Nativa del Sudan, dove nasce nel 1869, viene rapita al’età di sette anni e venduta più volte sul mercato delle schiave; i suoi rapitori le danno il nome di Bakhita («fortunata»). Nel 1882 viene comprata a Kartum dal console Italiano Calisto Legnani che la affida alla famiglia di Augusto Michieli e diventa la bambinaia della figlia: quando la famiglia Michieli si sposta sul Mar Rosso, Bakhita resta con la loro bambina presso le Suore Canossiane di Venezia. Qui ha la possibilità di conoscere la fede cristiana e nel 1893, dopo un intenso cammino, decide di farsi suora canossiana per servire Dio che le aveva dato tante prove del suo amore. È stata canonizzata da san Giovanni Paolo II nel 2000.

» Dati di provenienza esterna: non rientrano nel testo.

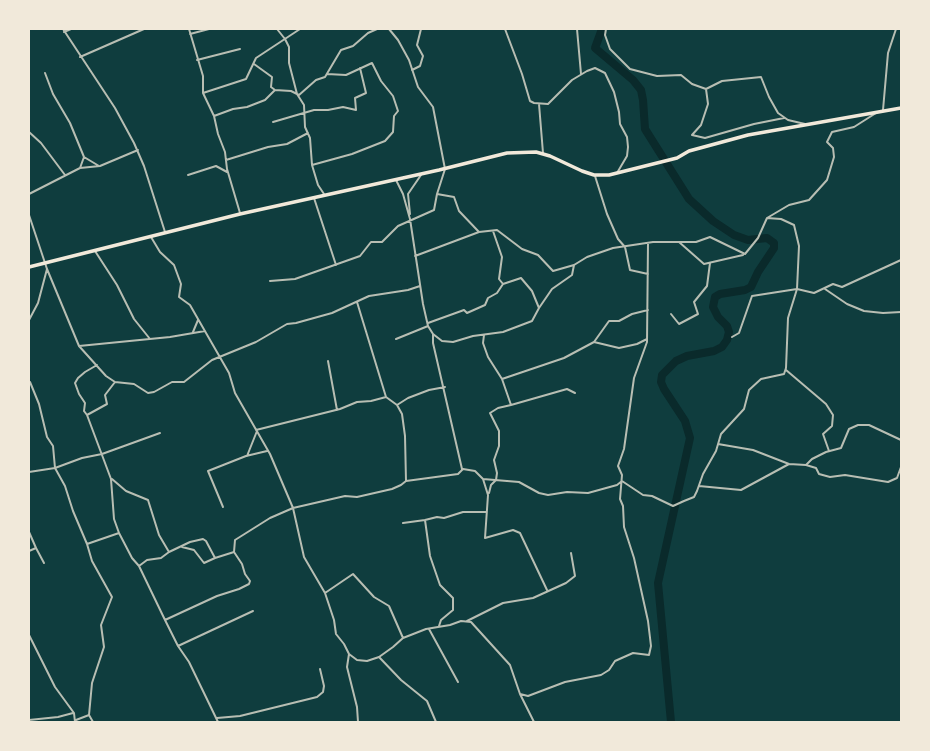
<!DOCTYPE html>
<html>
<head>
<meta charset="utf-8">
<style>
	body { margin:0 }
	#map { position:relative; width:930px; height:751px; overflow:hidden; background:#0f3d3e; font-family:Commissioner,sans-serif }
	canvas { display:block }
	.frame { position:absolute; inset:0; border:30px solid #f1e9da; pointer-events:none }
</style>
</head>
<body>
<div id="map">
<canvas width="930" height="751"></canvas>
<div class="frame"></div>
</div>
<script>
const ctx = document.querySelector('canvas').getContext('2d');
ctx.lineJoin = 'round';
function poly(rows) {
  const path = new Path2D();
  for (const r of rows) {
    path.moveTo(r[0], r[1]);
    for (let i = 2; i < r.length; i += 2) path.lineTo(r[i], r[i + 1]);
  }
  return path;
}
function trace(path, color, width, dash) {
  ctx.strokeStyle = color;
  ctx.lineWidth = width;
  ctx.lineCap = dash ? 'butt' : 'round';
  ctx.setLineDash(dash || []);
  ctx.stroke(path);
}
trace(poly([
	[602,29,595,48,633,80,641,90,643,100,645,129,689,199,713,221,734,235,748,240,767,238,774,243,774,248,758,272,751,287,745,290,720,294,715,297,713,307,718,317,727,326,729,332,727,340,722,347,714,351,687,356,676,361,662,375,661,382,664,389,685,421,690,438,658,583,671,722]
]), '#0a2a2b', 8);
trace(poly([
	[63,29,115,108,134,143,144,166,165,232],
	[189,29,203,76,203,93,214,116,218,134,225,152,227,169,240,213],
	[277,29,285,39,289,47,289,63,297,94,304,105,305,127,310,138,312,165,318,185,324,194],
	[389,29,398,40,409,60,418,87,433,107,445,169,437,194,454,197,459,211,479,232],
	[505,29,522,74,530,101,534,103,548,104,572,80,587,71,595,68,605,73,614,92,619,112,620,124,627,137,628,147,627,156,617,173],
	[577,29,581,74],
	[606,29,605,35,610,49,630,69,657,76,681,75,692,84,706,89,722,81,761,77,769,97,778,113,788,120,805,124],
	[64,32,71,29],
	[190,34,209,29],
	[80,57,144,29],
	[197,60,240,49],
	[254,64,272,77,271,87,275,90],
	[412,70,420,66,423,56,417,45,421,29],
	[45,73,53,94,70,123,84,157,99,166],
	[706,89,708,104,701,125,692,135,705,138,754,124,784,118],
	[203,93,246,79,256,58,300,29],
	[539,104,543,153],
	[883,110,888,53,896,29],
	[214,116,233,109,247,107,265,100,275,90,291,91,299,95,316,80,325,77,341,50,353,46,368,33,377,29],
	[273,122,314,110,328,110,343,107,356,110,355,98,366,93,360,68],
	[29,132,41,143,65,175],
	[226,160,268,147,287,144,308,133],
	[312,165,352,154,385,141,393,132,394,116,398,111,393,96,381,81,372,63,346,75,327,74],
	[80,168,84,157],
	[188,175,216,166,227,172],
	[595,176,607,214,618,239,625,247,630,270,648,274],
	[396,180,403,194,410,219,423,304,428,326,433,334,442,341,453,342,473,336,503,332,532,321,539,308,552,289,572,275,574,265,587,257,613,248,653,242,696,242,710,237,745,254,758,238,767,218,789,205,809,200,827,180,834,157,833,148,827,142,832,132,854,127,876,113],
	[29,194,80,168,100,166,138,150],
	[314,198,336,265],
	[410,214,408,194,421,175],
	[29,215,47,269,79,346,106,376,115,382,105,395,107,404,87,415,111,479,114,519,119,533,87,544,92,561,112,597,101,625,104,647,92,683,89,715,76,720],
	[151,237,160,252,174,265,181,284,179,297,190,305,198,319,229,373,235,393,270,454,293,508,304,557,325,593,353,574,374,597,389,606,403,638,426,629,450,625,461,621,471,622,510,665,520,694,534,722],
	[679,242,704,264,743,255],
	[95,251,117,285,134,319,150,339],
	[415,256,479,232,497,230,522,249,538,255,553,271,574,265],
	[270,281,295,279,360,256,371,242,382,242,398,226,434,210,437,194],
	[503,284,521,278,532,291,539,308],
	[825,289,847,304,864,311,883,313,901,312],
	[357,302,386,397],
	[671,314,679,324,698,314,694,302,707,286,710,263],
	[29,320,38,303,47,269],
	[428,323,464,310,467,313,485,305,488,298,497,293,503,284,499,279,502,257,493,231],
	[193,332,198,320],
	[433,334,433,343,462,469],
	[484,335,483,343,488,357,502,379,564,358,594,342,619,348,637,344,647,339],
	[732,337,739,333,752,296,797,289,814,293,833,284,842,287,901,260],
	[396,339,428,326],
	[594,342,609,321,619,321,632,314,648,310],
	[79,346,170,337,205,331],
	[328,361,337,410],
	[786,370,826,404,833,415,832,426,823,434,829,451],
	[29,378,29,383],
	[502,379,511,405,567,389,575,393],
	[30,382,39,404,47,437,53,446,55,468,65,486,73,511,87,544],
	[115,382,134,384,148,393,154,392,172,382,184,382,212,360,256,342,287,324,296,323,332,313,369,296,408,290,420,286],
	[397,405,408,398,429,390,445,387],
	[87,415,84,411,85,403,79,394,75,383,78,378,85,372,97,365],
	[256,430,340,409,357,402,371,401,386,397,397,405,402,414,405,436,406,481,458,474,463,469,475,471,483,479,519,482,539,493,548,495,567,492,588,493,617,485,622,481,643,495,652,496,673,506,684,501,694,497,697,491,703,474,716,451,721,434,744,409,749,390,761,379,784,374,786,368,788,318,797,289,799,246,794,225,781,219,767,218],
	[718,444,753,450,789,464],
	[247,456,257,431],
	[806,465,812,459,826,452,841,448,849,429,858,425,869,425,901,440],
	[29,472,55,468,82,458,102,454,160,433],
	[112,479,126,491,148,500,159,535,169,552,161,558,147,560,139,566,132,558,119,533],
	[483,479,488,495,485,538,513,530,520,533,547,590],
	[699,486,741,490,789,464,806,465,816,468,819,474,830,477,845,475,888,482,897,478,901,467],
	[489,493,491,485,496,480,497,473,494,460,499,446,499,431,490,413,498,408,511,405],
	[223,507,208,471,246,456,267,451],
	[425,520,437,517,444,518,463,512,486,512],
	[403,523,425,520,430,556,440,585,453,598,453,610,441,620,439,626],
	[29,532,36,548,29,551],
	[182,547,194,550,204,563,215,558],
	[36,548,44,563],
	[234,552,235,540,270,518,293,508,345,496,357,497,392,489,401,485,406,481],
	[139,566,165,620,217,596,239,589,249,584,250,581,245,574,242,564,234,552,215,558,206,541,203,539,190,542,169,552],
	[325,593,334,620,336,634,344,644,349,654,347,667,357,707,358,722],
	[165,620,178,646,253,611],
	[467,621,503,603,533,598,566,583,575,576,571,553],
	[429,629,458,682],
	[29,635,55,687,74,713,75,722],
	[178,646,189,662,218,722],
	[349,654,357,660,367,661,379,657,393,647,403,638],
	[379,657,401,680,427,701,436,722],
	[520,694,528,696,565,682,601,675,609,670,615,661,633,653,649,655,651,646,648,621,634,558,624,527,623,506,620,499,622,475,618,466,624,449,634,378,647,342,648,243],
	[89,715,93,722],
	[217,718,240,716,317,697,323,692,324,686,320,669],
	[29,720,58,717,73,713]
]), '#b8beb3', 2);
trace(poly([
	[29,267,240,214,439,170,507,153,536,152,550,156,582,171,594,175,609,175,677,158,689,151,748,135,901,108]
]), '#f1e9da', 3.5);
</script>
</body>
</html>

A ben spiegare il tutto è stata Madre Maria Carla Frison all’inizio della messa al Duomo: “Nel clima sinodale che la Chiesa ci invita a vivere ascoltandoci tutti, abbiamo guardato a Madre Bakhita per cogliere la segreta ricchezza del suo cuore che non aveva il tempo di ascoltare sé stessa per accogliere gli altri. Madre Bakhita tornando al Padre 75 anni fa ci ha promesso un ascolto dal Cielo, se il Signore gliel’avrebbe concesso; ma il suo fu pure un ascolto del cuore di chi a lei si rivolgeva; un ascolto per indicare la misura più alta, a chi le confidava preoccupazioni; un ascolto operoso e discreto; ed ancora: un ascolto efficace e gioioso, pronto ad accogliere i minimi desideri; ascolto della Parola di Dio, con cui si intratteneva e donava; un ascolto fatto preghiera e annuncio, quando indicava alle fanciulle “el Paron”; un ascolto con deferenza e rispetto, se cercata da chi la voleva conoscere; un ascolto di riparazione, per chiedere misericordia, offrendo le sue sofferenze. Abbiamo visto in lei non ciò che faceva ma di chi si occupava. Dall’ascolto nasce la cura di ciascuno, perché la sua occupazione era amare Dio, amarlo ascoltando, accogliendo tutti col cuore stesso di Dio”.
Padre Carlassare, visibilmente commosso, ha accennato anche al suo attentato subito nella notte del 25 aprile 2021 — trenta minuti dopo la mezzanotte — quando hanno fanno irruzione nella sua canonica due uomini armati che prima lo hanno picchiato e poi gli hanno sparato quattro colpi di arma da fuoco raggiungendolo alle gambe. Ferito, in condizioni non gravi, il missionario era stato prima ricoverato nell’ospedale gestito dal Cuamm di Rumbek, e successivamente trasferito in quello della capitale Giuba e infine a Nairobi. “Spero di poter tornar presto in Sud Sudan e stasera chiedo a Bakhita la grazia di saper perdonare e mettermi in ginocchio davanti a chi mi ha fatto del male come avrebbe fatto lei con i suoi rapitori e i suoi padroni. L’amore viene da Dio e se non perdoniamo non possiamo dirci discepoli del Maestro di Nazareth”.
Nel contesto delle preghiere dei fedeli ha preso la parola anche il presidente dell’Associazione Bakhita Schio-Sudan, Gianfrancesco Sartori: “Bakhita, spezza le catene di questa prigionia che è il Covid che ci ha tarpato le ali; ridonaci tu l’entusiasmo per ripartire”.
Al Santuario di Bakhita ha fatto sosta nel pomeriggio di ieri l’attrice senegalese Fatou Kine Boye, che ha interpretato Bakhita in “Bakhita – La santa africana”, miniserie TV del 2009 diretta da Giacomo Campiotti. Da ventun anni in Italia, Fatou, oggi 43 enne e commessa in un negozio d’ abbigliamento a Roma, aveva spiegato a suo tempo: «In Senegal ci sono più musulmani che cattolici, ma viviamo in pace. Per me sono religioni in fondo uguali, entrambe credono in Dio. Prima di questa fiction non ero mai entrata in una chiesa. Mi sono molto emozionata quando in quella di Schio ho visto il corpo imbalsamato di Bakhita”.